Aparte de los aspectos mencionados, El buscavidas interesa por otras muchas razones: la espléndida recreación -fruto sin duda del conocimiento personal del autor- de los ambientes del juego, la atmósfera de las salas (El lugar era grande, más aún de lo que había imaginado. Era familiar, porque el olor y el aspecto de un salón de billar son iguales en todas partes; pero también era muy distinto. Victoriano, con grandes sillones de cuero, grandes lámparas de latón ornado, tres altos ventanales con tupidas cortinas, una sensación de espacio, de elegancia), las densas nubes de humo, el alcohol, las oscuras vestimentas de los parroquianos, la luz cegadora sobre el tapete, los espectadores concentrados y expectantes, los duelos intensos, la zozobra y la presión de los jugadores, las vicisitudes de las partidas, los pormenores de las distintas jugadas, las particularidades de los tacos, la tiza azulada, el sonido de las bolas, los billetes que cambian de manos; tal y como se refleja en el magnífico texto que dejo como acompañamiento final a esta reseña.

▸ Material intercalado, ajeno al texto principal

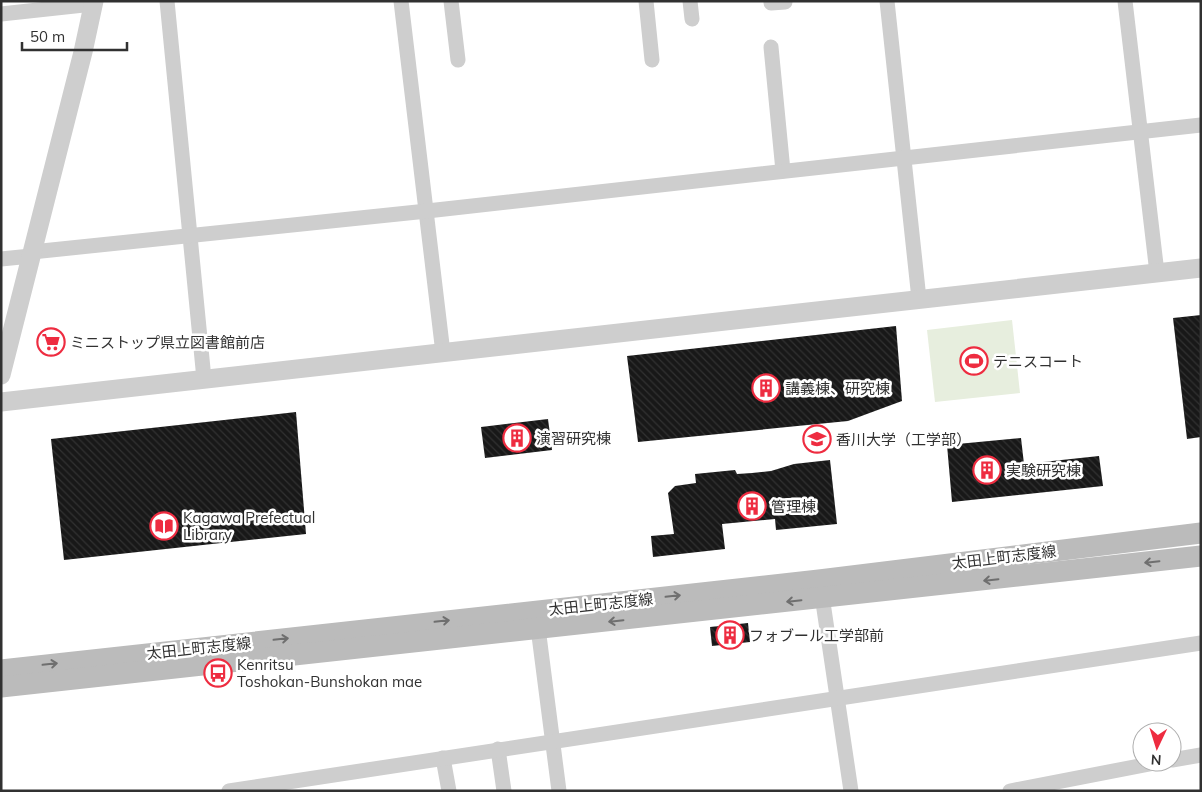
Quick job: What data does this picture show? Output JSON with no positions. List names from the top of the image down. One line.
{"streets":{"main road":["太田上町志度線"]},"places":{"supermarket":["ミニストップ県立図書館前店"],"sports":["テニスコート"],"building":["講義棟、研究棟","演習研究棟","実験研究棟","管理棟","フォブール工学部前"],"school or university":["香川大学（工学部）"],"library":["Kagawa Prefectual Library"],"bus stop":["Kenritsu Toshokan-Bunshokan mae"]},"scale_bar":"50 m","north":"bottom"}
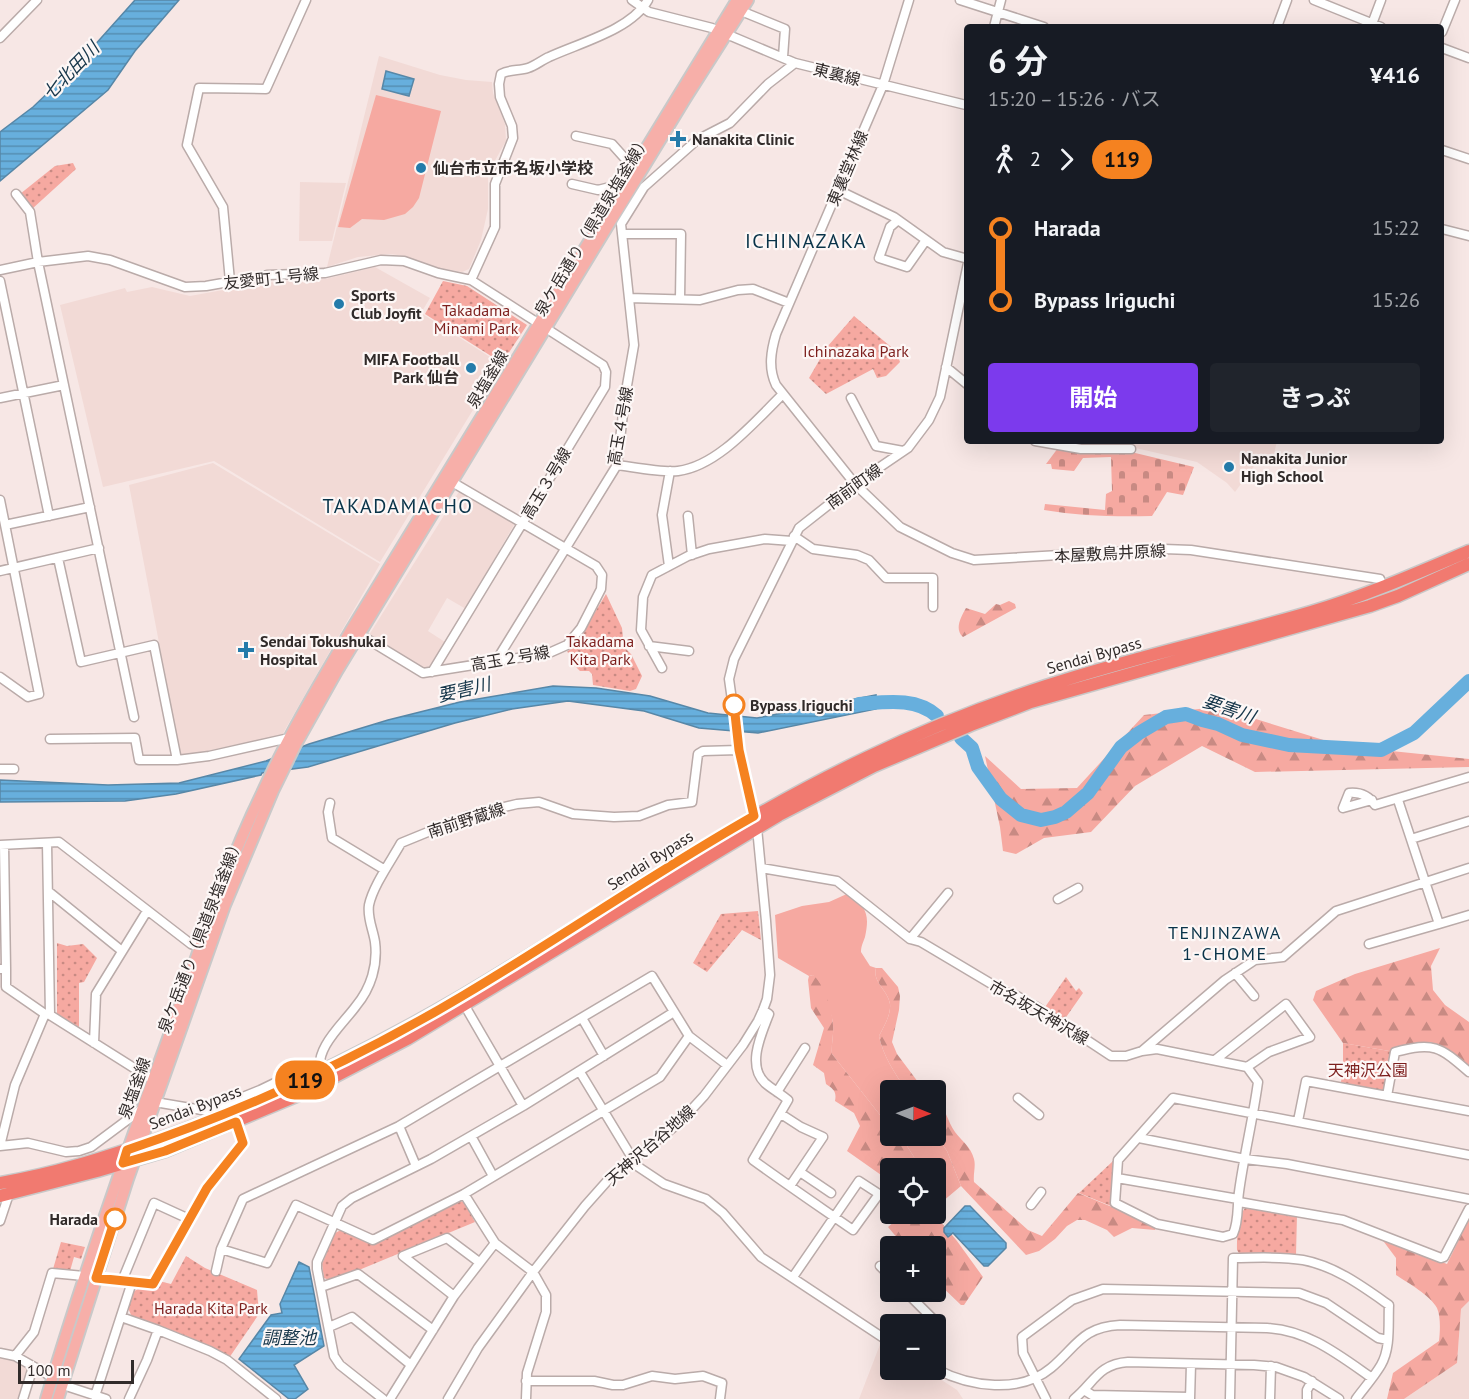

Espléndida es, también, la caracterización de los personajes secundarios, singularmente Sarah Packard, una mujer marcada por su cojera, secuela de una polio infantil, por su vida solitaria, por su fuerte dependencia del alcohol, luchando -en un evidente paralelismo con Eddie, ambos necesitando restañar sus heridas emocionales- por encontrar su lugar en el mundo. La relación entre ambos, en apariencia desapegada y algo fría, meramente “utilitaria” por ambas partes, es intensa y turbulenta, y revela la necesidad mutua de afecto, reconocimiento y comprensión. La obcecación del joven con sus proyectos billarísticos, su preterición del sentimiento frente a la obsesiva voluntad de éxito, acentuarán la sensación de desvalimiento de los dos, revistiendo a la novela de una dimensión trágica, sombría y de una melancólica tristeza, en otro de los logros, a mi juicio mayores, de la novela. A través de los diálogos, casi exclusivamente, Tevis dibuja un retrato de Sarah, de sus cicatrices y su fracaso, de una singular profundidad psicológica. Sin esta hondura y también perfilados con pinceladas son notables las representaciones de Minnesota Fats o de Bert Gordon.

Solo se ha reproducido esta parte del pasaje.